Named Protoarchaeopteryx and Caudipteryx (tail feather), the Chinese animals have feathers that are quite similar to those of modern birds. The feathers cover the entire body and have central shafts with branching barbs. Scanning electron microscopy shows that the barbs are held in alignment by smaller barbules--tiny, Velcro-like hooks that give feathers their neat appearance, even after a fair amount of ruffling. As in modern birds, the long arm feathers (preserved in Caudipteryx but not in Protoarchaeopteryx) emanate from the hand, although the primary feathers of modern flying birds tend to be even longer.

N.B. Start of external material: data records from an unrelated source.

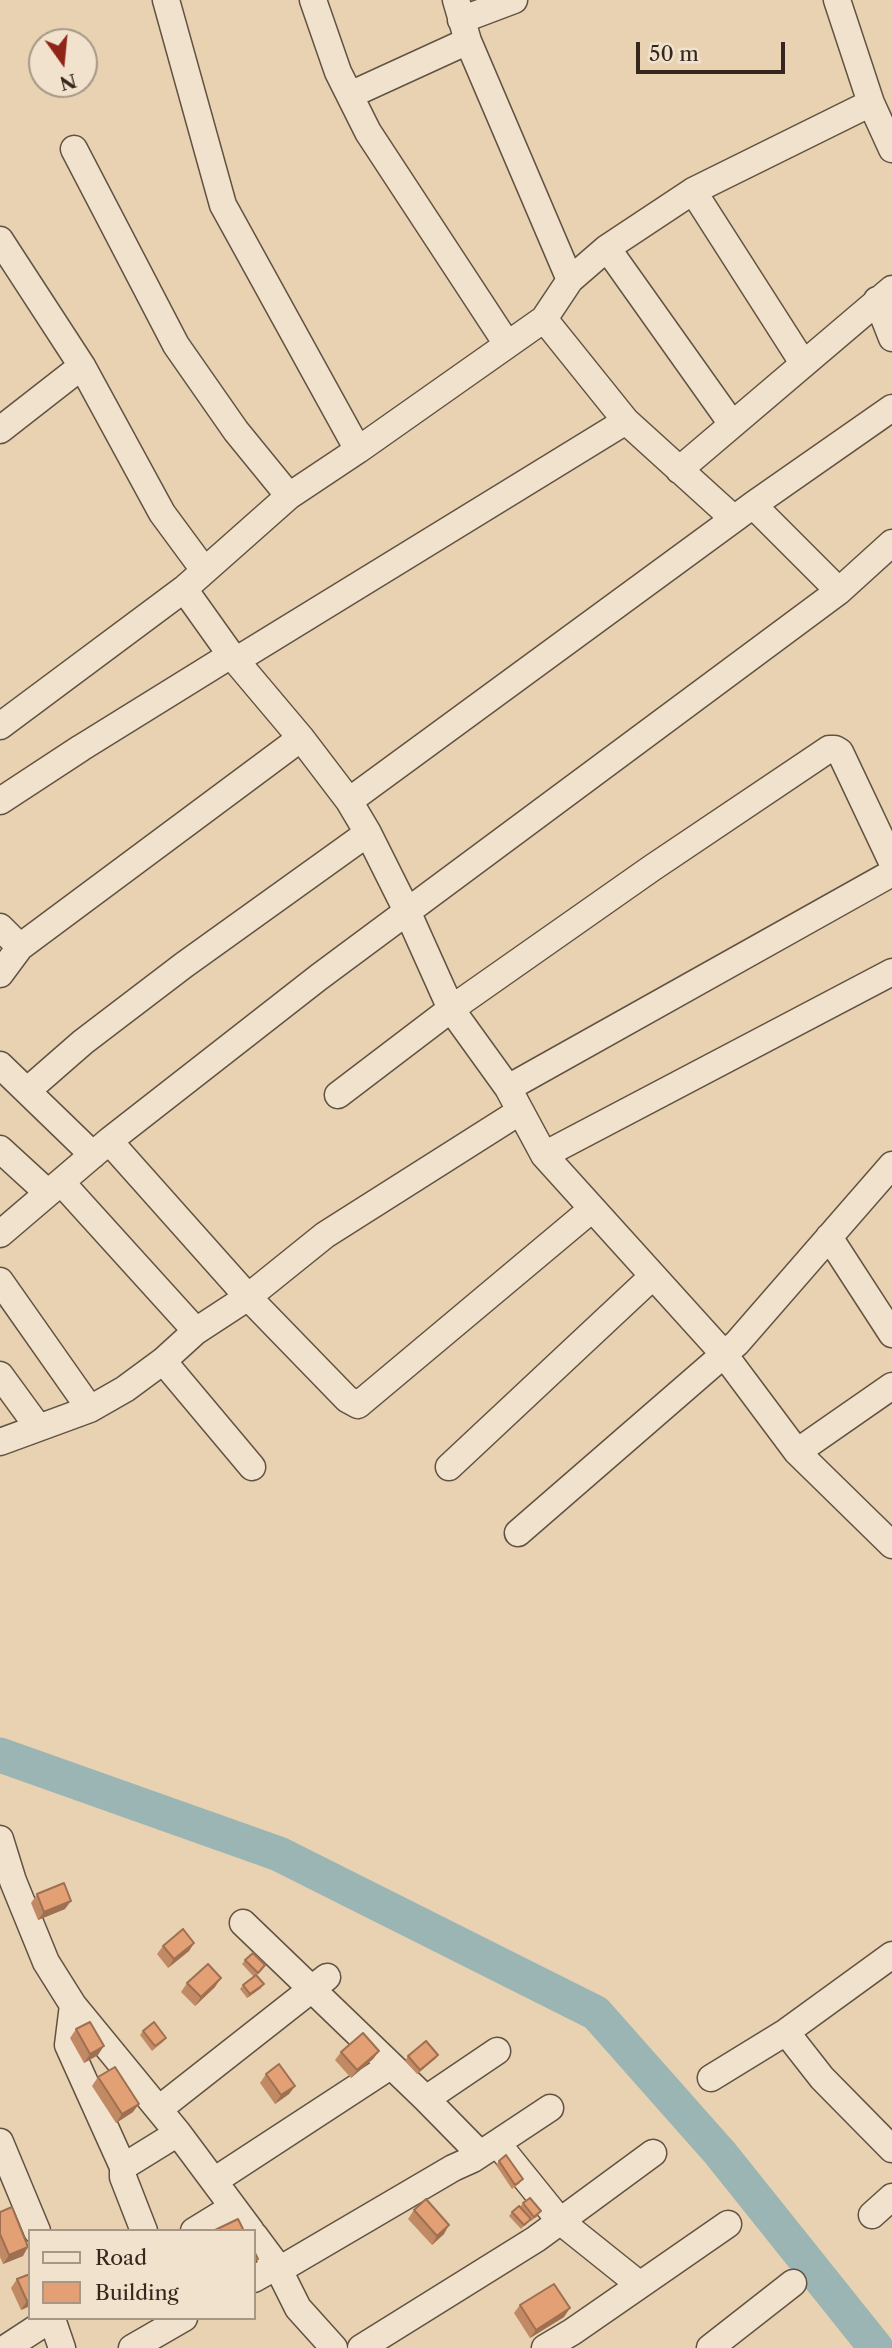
<!DOCTYPE html>
<style>
body{margin:0}
#map{position:relative;width:892px;height:2348px;overflow:hidden;background:#e8d2b1;font-family:"Libre Caslon Text",serif}
canvas{display:block}
.legend{position:absolute;left:28px;top:2229px;width:228px;height:91px;box-sizing:border-box;background:#f0e2cc;border:2px solid #a69786;margin:0;padding:9px 12px;list-style:none;font-size:21px;color:#36271e}
.legend li{display:flex;align-items:center;gap:14px;height:35px}
.legend b{width:35px;border:2px solid #a69786}
.north{position:absolute;left:28px;top:28px;width:70px;height:70px;box-sizing:border-box;background:#f0e2cc;border:2px solid #a69786;border-radius:50%;rotate:165deg;font-size:19px;font-weight:700;line-height:28px;text-align:center;color:#36271e}
.north::after{content:'';display:block;margin:auto;width:24px;height:32px;background:#8f2418;clip-path:polygon(50% 0,100% 100%,50% 72%,0 100%)}
.scale{position:absolute;left:636px;top:42px;width:149px;height:32px;box-sizing:border-box;border:4px solid #36271e;border-top:0;padding-left:9px;font-size:21px;line-height:24px;white-space:nowrap;color:#36271e;-webkit-text-stroke:5px #f0e2cc;paint-order:stroke}
</style>
<div id="map">
<canvas width="892" height="2348"></canvas>
<ul class="legend">
<li><b style="height:9px;background:#f0e2cc"></b>Road</li>
<li><b style="height:19px;background:#e2a074"></b>Building</li>
</ul>
<div class="north">N</div>
<div class="scale">50 m</div>
</div>
<script>
const context = document.querySelector('canvas').getContext('2d');
context.lineJoin = 'round';
const shape = rows => new Path2D(rows.map(r => 'M' + r).join(''));
function trace(path, color, width, dash) { context.strokeStyle = color; context.lineWidth = width; context.lineCap = dash ? 'butt' : 'round'; context.setLineDash(dash || []); context.stroke(path); }
function fillPath(path, color) { context.fillStyle = color; context.fill(path, 'evenodd'); }
trace(shape([
 [0,1755,279,1854,596,2013,720,2153,876,2348]
]), '#9bb5b5', 35);
const minor = shape([
 [166,0,223,205,358,450],
 [313,0,338,72,368,132,507,344],
 [456,0,468,41,570,280],
 [837,0,871,103,892,149],
 [461,20,514,0],
 [350,95,468,41],
 [74,149,176,345,236,431,289,496],
 [693,191,803,363],
 [0,240,82,366,162,513,204,570],
 [607,248,732,424],
 [877,300,892,338],
 [544,319,570,280,607,248,693,191,871,103],
 [0,430,82,366],
 [679,470,892,289],
 [753,505,839,591],
 [184,589,231,655,301,738,349,801,368,833,407,911,451,1009,508,1088,544,1155,723,1353,797,1452,892,1545],
 [235,661,626,421],
 [0,726,184,589,289,496,358,450,544,319,626,421,734,519],
 [0,801,81,748,231,655],
 [349,801,753,505,892,408],
 [0,927,20,947],
 [0,974,20,947,301,738],
 [0,1065,93,1155],
 [508,1088,892,873],
 [28,1090,83,1042,184,965,368,833],
 [338,1095,451,1009,652,868,829,749,835,749,840,752,892,862],
 [109,1141,248,1297,347,1399,358,1405,592,1209],
 [0,1149,48,1193],
 [544,1155,892,972],
 [61,1182,196,1331],
 [0,1234,109,1141,319,977,839,591,892,543],
 [829,1237,892,1334],
 [0,1281,90,1409],
 [163,1361,252,1467],
 [0,1375,38,1427],
 [0,1442,90,1409,125,1389,163,1361,196,1331,248,1297,325,1235,519,1112],
 [797,1452,892,1386],
 [449,1467,652,1277],
 [518,1533,737,1343,892,1165],
 [0,1839,13,1881,46,1962,73,2005,178,2133,251,2231],
 [243,1923,426,2099,480,2154],
 [73,2005,68,2045,123,2167],
 [786,2032,822,2078,892,2149],
 [711,2078,786,2032,892,1955],
 [426,2099,497,2051],
 [159,2109,327,1977],
 [0,2142,37,2231],
 [497,2143,560,2221,640,2285],
 [214,2181,390,2066],
 [872,2215,892,2197],
 [144,2231,123,2177,123,2167,178,2133],
 [194,2231,233,2207],
 [254,2235,277,2266,298,2308,334,2348],
 [279,2270,453,2168,473,2159,550,2108],
 [254,2279,277,2266],
 [52,2319,62,2348],
 [6,2348,52,2318],
 [132,2348,184,2318],
 [361,2348,536,2239,653,2153],
 [545,2348,572,2332,728,2224],
 [710,2348,793,2283]
]);
trace(minor, '#625243', 29);
trace(minor, '#f0e2cc', 26);
fillPath(shape([
 [37,1894,65,1909,38,1920,31,1903],
 [194,1943,189,1951,168,1968,157,1954,163,1946],
 [245,1960,265,1965,257,1975,261,1988,247,1998,240,1989,243,1985,254,1977,242,1964],
 [187,1983,215,1987,195,2006,181,1992],
 [76,2029,98,2055,84,2063,70,2038],
 [143,2031,166,2038,163,2042,152,2051,140,2035],
 [379,2051,373,2059,351,2078,335,2060,341,2052],
 [438,2055,435,2059,417,2074,405,2061,408,2056],
 [266,2074,295,2086,289,2094,275,2104,260,2083],
 [98,2077,133,2112,116,2123,92,2086],
 [499,2161,520,2183,512,2189,496,2165],
 [523,2203,538,2216,531,2221,530,2220,521,2229,509,2216,512,2212,520,2207],
 [414,2210,444,2234,432,2245,408,2219],
 [0,2212,23,2256,3,2264,0,2257],
 [30,2274,30,2306,21,2310,11,2288,17,2279],
 [520,2305,564,2317,530,2338,514,2313]
]), '#c28a64');
fillPath(shape([
 [71,1901,65,1909,38,1920,44,1912],
 [194,1943,189,1951,168,1968,174,1959],
 [221,1978,215,1987,195,2006,201,1997],
 [264,1984,261,1988,247,1998,250,1994],
 [104,2046,98,2055,84,2063,90,2054],
 [379,2051,373,2059,351,2078,357,2070],
 [438,2055,435,2059,417,2074,420,2070],
 [295,2086,289,2094,275,2104,281,2095],
 [139,2104,133,2112,116,2123,122,2114],
 [449,2225,444,2234,432,2245,437,2236],
 [28,2247,23,2256,3,2264,9,2255],
 [30,2300,30,2306,21,2310,27,2301],
 [570,2308,564,2317,530,2338,536,2330]
]), '#9e7051');
const building = shape([
 [64,1883,71,1901,44,1912,37,1894,64,1883],
 [183,1929,194,1943,174,1959,163,1946,183,1929],
 [253,1953,265,1965,258,1973,245,1960,253,1953],
 [208,1964,221,1978,201,1997,187,1983,208,1964],
 [256,1975,264,1984,250,1994,243,1985,256,1975],
 [90,2022,104,2046,90,2054,76,2029,90,2022],
 [154,2022,166,2038,155,2046,143,2031,154,2022],
 [363,2033,379,2051,357,2070,341,2052,363,2033],
 [426,2041,438,2055,420,2070,408,2056,426,2041],
 [279,2064,295,2086,281,2095,266,2074,279,2064],
 [115,2067,139,2104,122,2114,98,2077,115,2067],
 [506,2155,523,2179,515,2185,499,2161,506,2155],
 [530,2198,541,2211,534,2217,523,2203,530,2198],
 [426,2199,449,2225,437,2236,414,2210,426,2199],
 [519,2206,531,2219,524,2225,512,2212,519,2206],
 [12,2207,28,2247,9,2255,0,2234,0,2212,12,2207],
 [238,2219,244,2231,213,2231,238,2219],
 [254,2251,258,2259,254,2261,254,2251],
 [30,2274,30,2300,27,2301,17,2279,30,2274],
 [554,2284,570,2308,536,2330,520,2305,554,2284]
]);
fillPath(building, '#e2a074');
trace(building, '#9e7051', 2);
</script>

In the dinosaurs, the barbs are distributed symmetrically on either side of the shaft, unlike the asymmetric, and more aerodynamic, distribution of barbs found in the wing feathers of modern birds. Both Protoarchaeopteryx and Caudipteryx have long tails covered in feathers with a flourish at the tip: a clump of feathers that form a fan.

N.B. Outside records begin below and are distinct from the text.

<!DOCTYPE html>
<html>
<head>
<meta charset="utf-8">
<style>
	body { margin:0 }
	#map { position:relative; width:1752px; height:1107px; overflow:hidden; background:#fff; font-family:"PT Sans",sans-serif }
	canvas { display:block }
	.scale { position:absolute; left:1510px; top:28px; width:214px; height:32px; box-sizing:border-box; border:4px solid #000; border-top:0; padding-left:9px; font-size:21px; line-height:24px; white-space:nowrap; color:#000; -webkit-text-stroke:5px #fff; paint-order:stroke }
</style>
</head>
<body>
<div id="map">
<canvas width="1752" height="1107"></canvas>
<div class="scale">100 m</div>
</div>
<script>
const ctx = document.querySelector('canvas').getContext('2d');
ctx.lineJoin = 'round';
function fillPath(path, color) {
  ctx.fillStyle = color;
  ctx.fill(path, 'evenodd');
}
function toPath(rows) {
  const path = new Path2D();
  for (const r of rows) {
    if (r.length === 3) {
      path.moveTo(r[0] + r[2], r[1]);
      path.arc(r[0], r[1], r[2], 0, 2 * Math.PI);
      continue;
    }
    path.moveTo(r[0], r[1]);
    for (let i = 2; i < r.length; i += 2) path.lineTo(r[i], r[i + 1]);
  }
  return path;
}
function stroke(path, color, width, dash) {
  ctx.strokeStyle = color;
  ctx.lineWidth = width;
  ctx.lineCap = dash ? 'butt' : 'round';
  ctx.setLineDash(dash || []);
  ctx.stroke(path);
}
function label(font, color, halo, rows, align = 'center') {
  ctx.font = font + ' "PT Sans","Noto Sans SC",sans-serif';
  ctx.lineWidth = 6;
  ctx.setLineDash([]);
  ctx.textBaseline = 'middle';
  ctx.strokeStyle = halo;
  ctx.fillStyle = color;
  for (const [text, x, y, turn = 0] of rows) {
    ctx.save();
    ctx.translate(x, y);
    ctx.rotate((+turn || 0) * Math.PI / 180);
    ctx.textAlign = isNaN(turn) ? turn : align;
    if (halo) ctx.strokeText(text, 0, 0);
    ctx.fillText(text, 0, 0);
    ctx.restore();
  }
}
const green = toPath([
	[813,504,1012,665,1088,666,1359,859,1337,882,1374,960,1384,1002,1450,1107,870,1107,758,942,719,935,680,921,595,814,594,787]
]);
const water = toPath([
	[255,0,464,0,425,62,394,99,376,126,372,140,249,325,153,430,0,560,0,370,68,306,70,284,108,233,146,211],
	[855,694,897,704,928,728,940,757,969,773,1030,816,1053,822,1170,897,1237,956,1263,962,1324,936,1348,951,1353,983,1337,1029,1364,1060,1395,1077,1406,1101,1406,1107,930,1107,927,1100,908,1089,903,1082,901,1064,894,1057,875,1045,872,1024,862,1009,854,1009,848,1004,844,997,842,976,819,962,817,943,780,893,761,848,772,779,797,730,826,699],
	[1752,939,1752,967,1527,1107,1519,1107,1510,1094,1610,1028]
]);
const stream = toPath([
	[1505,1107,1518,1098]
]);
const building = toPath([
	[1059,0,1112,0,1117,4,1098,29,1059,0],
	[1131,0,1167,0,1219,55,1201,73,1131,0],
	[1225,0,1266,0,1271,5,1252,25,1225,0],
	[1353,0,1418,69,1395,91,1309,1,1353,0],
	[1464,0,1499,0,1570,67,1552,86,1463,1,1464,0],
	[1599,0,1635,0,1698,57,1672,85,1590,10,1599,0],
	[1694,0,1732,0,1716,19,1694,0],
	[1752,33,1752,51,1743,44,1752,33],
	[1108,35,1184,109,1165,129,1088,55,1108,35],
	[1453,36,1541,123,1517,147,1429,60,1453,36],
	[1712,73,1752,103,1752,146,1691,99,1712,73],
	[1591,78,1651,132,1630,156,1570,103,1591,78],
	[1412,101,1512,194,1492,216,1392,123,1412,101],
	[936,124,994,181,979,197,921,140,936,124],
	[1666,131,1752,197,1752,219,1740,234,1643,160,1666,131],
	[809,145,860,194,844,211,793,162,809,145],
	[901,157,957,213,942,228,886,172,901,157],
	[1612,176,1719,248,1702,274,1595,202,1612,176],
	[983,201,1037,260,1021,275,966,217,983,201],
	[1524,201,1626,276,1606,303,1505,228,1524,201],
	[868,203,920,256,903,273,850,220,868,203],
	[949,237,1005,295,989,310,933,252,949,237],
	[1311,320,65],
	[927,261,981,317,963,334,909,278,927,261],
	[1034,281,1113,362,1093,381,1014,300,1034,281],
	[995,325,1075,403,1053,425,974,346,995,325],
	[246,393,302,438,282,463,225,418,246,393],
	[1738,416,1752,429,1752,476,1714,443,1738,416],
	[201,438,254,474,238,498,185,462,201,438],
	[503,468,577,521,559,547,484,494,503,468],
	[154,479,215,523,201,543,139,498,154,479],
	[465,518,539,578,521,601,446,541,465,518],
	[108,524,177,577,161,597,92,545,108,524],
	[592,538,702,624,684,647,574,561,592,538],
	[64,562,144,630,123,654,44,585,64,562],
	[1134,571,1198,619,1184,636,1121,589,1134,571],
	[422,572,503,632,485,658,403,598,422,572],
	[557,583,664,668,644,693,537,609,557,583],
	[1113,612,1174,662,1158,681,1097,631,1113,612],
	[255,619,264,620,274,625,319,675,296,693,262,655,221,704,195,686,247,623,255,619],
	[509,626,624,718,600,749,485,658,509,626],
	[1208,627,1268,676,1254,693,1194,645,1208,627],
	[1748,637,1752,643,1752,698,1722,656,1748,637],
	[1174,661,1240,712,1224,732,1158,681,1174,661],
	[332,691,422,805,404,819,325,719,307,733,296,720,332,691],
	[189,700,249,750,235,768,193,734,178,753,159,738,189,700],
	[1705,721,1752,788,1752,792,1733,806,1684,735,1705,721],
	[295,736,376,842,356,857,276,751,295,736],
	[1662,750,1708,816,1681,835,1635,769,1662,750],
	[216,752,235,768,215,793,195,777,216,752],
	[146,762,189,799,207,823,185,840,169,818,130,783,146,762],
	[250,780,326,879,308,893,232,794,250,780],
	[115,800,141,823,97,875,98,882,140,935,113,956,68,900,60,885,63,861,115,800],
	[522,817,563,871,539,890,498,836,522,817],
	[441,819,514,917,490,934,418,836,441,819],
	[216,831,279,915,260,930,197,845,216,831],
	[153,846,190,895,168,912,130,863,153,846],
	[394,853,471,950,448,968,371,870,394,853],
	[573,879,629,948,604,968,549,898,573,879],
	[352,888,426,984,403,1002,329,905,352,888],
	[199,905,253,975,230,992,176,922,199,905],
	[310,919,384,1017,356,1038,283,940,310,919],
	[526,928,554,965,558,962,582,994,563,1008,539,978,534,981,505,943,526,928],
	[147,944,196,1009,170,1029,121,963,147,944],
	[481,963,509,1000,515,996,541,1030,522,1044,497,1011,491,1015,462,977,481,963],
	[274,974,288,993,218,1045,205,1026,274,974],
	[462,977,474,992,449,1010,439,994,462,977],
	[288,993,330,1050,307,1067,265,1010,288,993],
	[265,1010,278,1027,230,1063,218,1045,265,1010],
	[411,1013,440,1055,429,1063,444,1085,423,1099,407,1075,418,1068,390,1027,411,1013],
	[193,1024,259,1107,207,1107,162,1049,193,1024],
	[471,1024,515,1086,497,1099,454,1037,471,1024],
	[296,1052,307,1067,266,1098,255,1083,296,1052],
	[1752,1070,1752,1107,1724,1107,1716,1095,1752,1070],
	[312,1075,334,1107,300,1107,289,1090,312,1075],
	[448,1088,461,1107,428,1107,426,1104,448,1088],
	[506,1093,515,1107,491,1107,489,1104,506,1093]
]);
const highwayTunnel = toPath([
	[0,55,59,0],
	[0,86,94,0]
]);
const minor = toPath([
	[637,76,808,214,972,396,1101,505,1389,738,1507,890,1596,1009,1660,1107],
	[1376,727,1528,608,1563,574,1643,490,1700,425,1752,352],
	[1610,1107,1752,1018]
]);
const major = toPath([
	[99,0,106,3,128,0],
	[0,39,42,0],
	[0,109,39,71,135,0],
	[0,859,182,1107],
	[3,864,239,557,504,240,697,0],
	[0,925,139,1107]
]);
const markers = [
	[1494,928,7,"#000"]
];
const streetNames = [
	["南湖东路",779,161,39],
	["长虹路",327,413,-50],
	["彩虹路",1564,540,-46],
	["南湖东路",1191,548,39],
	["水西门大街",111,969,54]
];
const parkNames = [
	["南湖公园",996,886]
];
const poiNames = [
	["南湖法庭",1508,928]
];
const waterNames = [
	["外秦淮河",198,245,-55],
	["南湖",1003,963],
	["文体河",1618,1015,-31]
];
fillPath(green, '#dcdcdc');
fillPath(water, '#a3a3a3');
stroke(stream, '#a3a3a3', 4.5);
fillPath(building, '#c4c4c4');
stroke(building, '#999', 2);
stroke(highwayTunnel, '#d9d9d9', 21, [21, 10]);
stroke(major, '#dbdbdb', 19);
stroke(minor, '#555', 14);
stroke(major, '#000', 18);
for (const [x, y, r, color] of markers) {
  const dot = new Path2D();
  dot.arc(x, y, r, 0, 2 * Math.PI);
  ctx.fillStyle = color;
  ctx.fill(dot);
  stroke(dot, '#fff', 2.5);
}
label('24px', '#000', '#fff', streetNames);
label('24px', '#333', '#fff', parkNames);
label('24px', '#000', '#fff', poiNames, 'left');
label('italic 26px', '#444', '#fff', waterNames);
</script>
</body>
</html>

Although fully feathered, neither Protoarchaeopteryx nor Caudipteryx could fly. The origin of feathers and the origin of flight are separate issues. Likely scenarios for the evolution of feathers concern their use for display or insulation. Patches of downlike feathers on some parts of the Chinese animals appear, in my opinion, to support the insulation argument, as does the remarkable fluffy covering of another, much more primitive coelurosaur from the same deposits, Described in 1997, Sinosauropteryx is known from several specimens, all of which show this covering. While not consisting of true feathers, this feature is also powerful evidence that its coelurosaurian relatives, such as Velociraptor, Troodon, and even Tyrannosaurus, were also cloaked in protofeathers.